YOUR OBJECTIVE: An identical transcription of the records is required.

DATASET RECORDS:
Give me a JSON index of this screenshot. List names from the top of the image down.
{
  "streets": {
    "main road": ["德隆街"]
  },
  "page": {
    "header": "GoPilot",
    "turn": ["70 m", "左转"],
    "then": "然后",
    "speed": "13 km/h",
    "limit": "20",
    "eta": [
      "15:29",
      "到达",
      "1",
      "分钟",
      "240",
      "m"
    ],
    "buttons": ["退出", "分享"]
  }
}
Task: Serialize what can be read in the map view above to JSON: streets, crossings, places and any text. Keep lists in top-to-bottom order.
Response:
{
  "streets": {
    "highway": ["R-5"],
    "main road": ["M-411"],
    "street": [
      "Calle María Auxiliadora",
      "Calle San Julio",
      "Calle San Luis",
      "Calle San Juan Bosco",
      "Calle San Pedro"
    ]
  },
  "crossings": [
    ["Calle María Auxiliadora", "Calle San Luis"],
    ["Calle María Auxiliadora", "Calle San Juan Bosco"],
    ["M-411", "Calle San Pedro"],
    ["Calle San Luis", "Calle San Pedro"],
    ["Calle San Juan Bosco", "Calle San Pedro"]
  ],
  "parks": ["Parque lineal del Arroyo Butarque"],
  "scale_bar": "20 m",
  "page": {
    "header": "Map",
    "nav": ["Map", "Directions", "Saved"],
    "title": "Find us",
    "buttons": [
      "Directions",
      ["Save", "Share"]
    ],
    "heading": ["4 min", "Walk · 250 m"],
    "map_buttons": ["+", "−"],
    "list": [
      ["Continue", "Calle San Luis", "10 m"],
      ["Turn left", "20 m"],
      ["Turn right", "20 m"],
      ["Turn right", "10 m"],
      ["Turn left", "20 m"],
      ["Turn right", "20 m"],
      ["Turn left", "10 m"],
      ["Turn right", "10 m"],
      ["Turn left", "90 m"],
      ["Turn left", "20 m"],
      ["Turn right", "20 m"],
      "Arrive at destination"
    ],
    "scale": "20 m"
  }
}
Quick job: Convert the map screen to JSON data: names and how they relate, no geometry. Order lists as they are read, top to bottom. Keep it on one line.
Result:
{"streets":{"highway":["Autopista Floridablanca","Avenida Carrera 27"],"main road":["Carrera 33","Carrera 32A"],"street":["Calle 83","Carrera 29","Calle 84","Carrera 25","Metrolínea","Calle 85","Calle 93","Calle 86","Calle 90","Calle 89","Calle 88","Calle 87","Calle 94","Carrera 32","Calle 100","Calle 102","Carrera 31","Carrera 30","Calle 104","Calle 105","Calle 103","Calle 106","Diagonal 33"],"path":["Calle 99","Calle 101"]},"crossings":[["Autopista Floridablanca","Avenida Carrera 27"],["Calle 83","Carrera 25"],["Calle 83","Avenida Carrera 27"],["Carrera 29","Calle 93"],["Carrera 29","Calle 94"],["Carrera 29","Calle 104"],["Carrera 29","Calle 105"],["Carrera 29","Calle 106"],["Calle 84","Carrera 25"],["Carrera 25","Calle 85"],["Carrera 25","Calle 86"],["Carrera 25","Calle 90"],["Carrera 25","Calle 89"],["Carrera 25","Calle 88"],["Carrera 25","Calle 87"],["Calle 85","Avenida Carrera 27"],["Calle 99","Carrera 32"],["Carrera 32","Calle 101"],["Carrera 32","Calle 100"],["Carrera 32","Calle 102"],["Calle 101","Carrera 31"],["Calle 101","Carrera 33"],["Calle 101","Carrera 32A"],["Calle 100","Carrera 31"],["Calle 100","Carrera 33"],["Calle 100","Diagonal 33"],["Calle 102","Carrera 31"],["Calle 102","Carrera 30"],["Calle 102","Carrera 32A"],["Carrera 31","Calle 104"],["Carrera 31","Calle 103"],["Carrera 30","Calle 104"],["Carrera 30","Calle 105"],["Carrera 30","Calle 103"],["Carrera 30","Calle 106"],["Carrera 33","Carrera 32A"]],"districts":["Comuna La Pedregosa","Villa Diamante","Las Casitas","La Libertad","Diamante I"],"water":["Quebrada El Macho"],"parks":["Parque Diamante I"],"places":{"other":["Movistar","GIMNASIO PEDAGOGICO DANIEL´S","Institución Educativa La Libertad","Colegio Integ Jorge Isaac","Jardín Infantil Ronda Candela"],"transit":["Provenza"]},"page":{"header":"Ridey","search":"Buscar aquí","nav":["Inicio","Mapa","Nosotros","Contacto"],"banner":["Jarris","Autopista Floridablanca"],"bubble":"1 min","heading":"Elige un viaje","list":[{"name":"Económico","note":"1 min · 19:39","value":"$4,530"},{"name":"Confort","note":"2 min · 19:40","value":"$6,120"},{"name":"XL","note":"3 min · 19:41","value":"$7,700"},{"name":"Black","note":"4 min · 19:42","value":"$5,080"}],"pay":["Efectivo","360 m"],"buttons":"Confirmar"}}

THE COMPLETED TASK:
Give me a JSON index of this screenshot. List names from the top of the image down.
{
  "streets": {
    "main road": ["德隆街"]
  },
  "page": {
    "header": "GoPilot",
    "turn": ["70 m", "左转"],
    "then": "然后",
    "speed": "13 km/h",
    "limit": "20",
    "eta": [
      "15:29",
      "到达",
      "1",
      "分钟",
      "240",
      "m"
    ],
    "buttons": ["退出", "分享"]
  }
}
Task: Serialize what can be read in the map view above to JSON: streets, crossings, places and any text. Keep lists in top-to-bottom order.
Response:
{
  "streets": {
    "highway": ["R-5"],
    "main road": ["M-411"],
    "street": [
      "Calle María Auxiliadora",
      "Calle San Julio",
      "Calle San Luis",
      "Calle San Juan Bosco",
      "Calle San Pedro"
    ]
  },
  "crossings": [
    ["Calle María Auxiliadora", "Calle San Luis"],
    ["Calle María Auxiliadora", "Calle San Juan Bosco"],
    ["M-411", "Calle San Pedro"],
    ["Calle San Luis", "Calle San Pedro"],
    ["Calle San Juan Bosco", "Calle San Pedro"]
  ],
  "parks": ["Parque lineal del Arroyo Butarque"],
  "scale_bar": "20 m",
  "page": {
    "header": "Map",
    "nav": ["Map", "Directions", "Saved"],
    "title": "Find us",
    "buttons": [
      "Directions",
      ["Save", "Share"]
    ],
    "heading": ["4 min", "Walk · 250 m"],
    "map_buttons": ["+", "−"],
    "list": [
      ["Continue", "Calle San Luis", "10 m"],
      ["Turn left", "20 m"],
      ["Turn right", "20 m"],
      ["Turn right", "10 m"],
      ["Turn left", "20 m"],
      ["Turn right", "20 m"],
      ["Turn left", "10 m"],
      ["Turn right", "10 m"],
      ["Turn left", "90 m"],
      ["Turn left", "20 m"],
      ["Turn right", "20 m"],
      "Arrive at destination"
    ],
    "scale": "20 m"
  }
}
Quick job: Convert the map screen to JSON data: names and how they relate, no geometry. Order lists as they are read, top to bottom. Keep it on one line.
Result:
{"streets":{"highway":["Autopista Floridablanca","Avenida Carrera 27"],"main road":["Carrera 33","Carrera 32A"],"street":["Calle 83","Carrera 29","Calle 84","Carrera 25","Metrolínea","Calle 85","Calle 93","Calle 86","Calle 90","Calle 89","Calle 88","Calle 87","Calle 94","Carrera 32","Calle 100","Calle 102","Carrera 31","Carrera 30","Calle 104","Calle 105","Calle 103","Calle 106","Diagonal 33"],"path":["Calle 99","Calle 101"]},"crossings":[["Autopista Floridablanca","Avenida Carrera 27"],["Calle 83","Carrera 25"],["Calle 83","Avenida Carrera 27"],["Carrera 29","Calle 93"],["Carrera 29","Calle 94"],["Carrera 29","Calle 104"],["Carrera 29","Calle 105"],["Carrera 29","Calle 106"],["Calle 84","Carrera 25"],["Carrera 25","Calle 85"],["Carrera 25","Calle 86"],["Carrera 25","Calle 90"],["Carrera 25","Calle 89"],["Carrera 25","Calle 88"],["Carrera 25","Calle 87"],["Calle 85","Avenida Carrera 27"],["Calle 99","Carrera 32"],["Carrera 32","Calle 101"],["Carrera 32","Calle 100"],["Carrera 32","Calle 102"],["Calle 101","Carrera 31"],["Calle 101","Carrera 33"],["Calle 101","Carrera 32A"],["Calle 100","Carrera 31"],["Calle 100","Carrera 33"],["Calle 100","Diagonal 33"],["Calle 102","Carrera 31"],["Calle 102","Carrera 30"],["Calle 102","Carrera 32A"],["Carrera 31","Calle 104"],["Carrera 31","Calle 103"],["Carrera 30","Calle 104"],["Carrera 30","Calle 105"],["Carrera 30","Calle 103"],["Carrera 30","Calle 106"],["Carrera 33","Carrera 32A"]],"districts":["Comuna La Pedregosa","Villa Diamante","Las Casitas","La Libertad","Diamante I"],"water":["Quebrada El Macho"],"parks":["Parque Diamante I"],"places":{"other":["Movistar","GIMNASIO PEDAGOGICO DANIEL´S","Institución Educativa La Libertad","Colegio Integ Jorge Isaac","Jardín Infantil Ronda Candela"],"transit":["Provenza"]},"page":{"header":"Ridey","search":"Buscar aquí","nav":["Inicio","Mapa","Nosotros","Contacto"],"banner":["Jarris","Autopista Floridablanca"],"bubble":"1 min","heading":"Elige un viaje","list":[{"name":"Económico","note":"1 min · 19:39","value":"$4,530"},{"name":"Confort","note":"2 min · 19:40","value":"$6,120"},{"name":"XL","note":"3 min · 19:41","value":"$7,700"},{"name":"Black","note":"4 min · 19:42","value":"$5,080"}],"pay":["Efectivo","360 m"],"buttons":"Confirmar"}}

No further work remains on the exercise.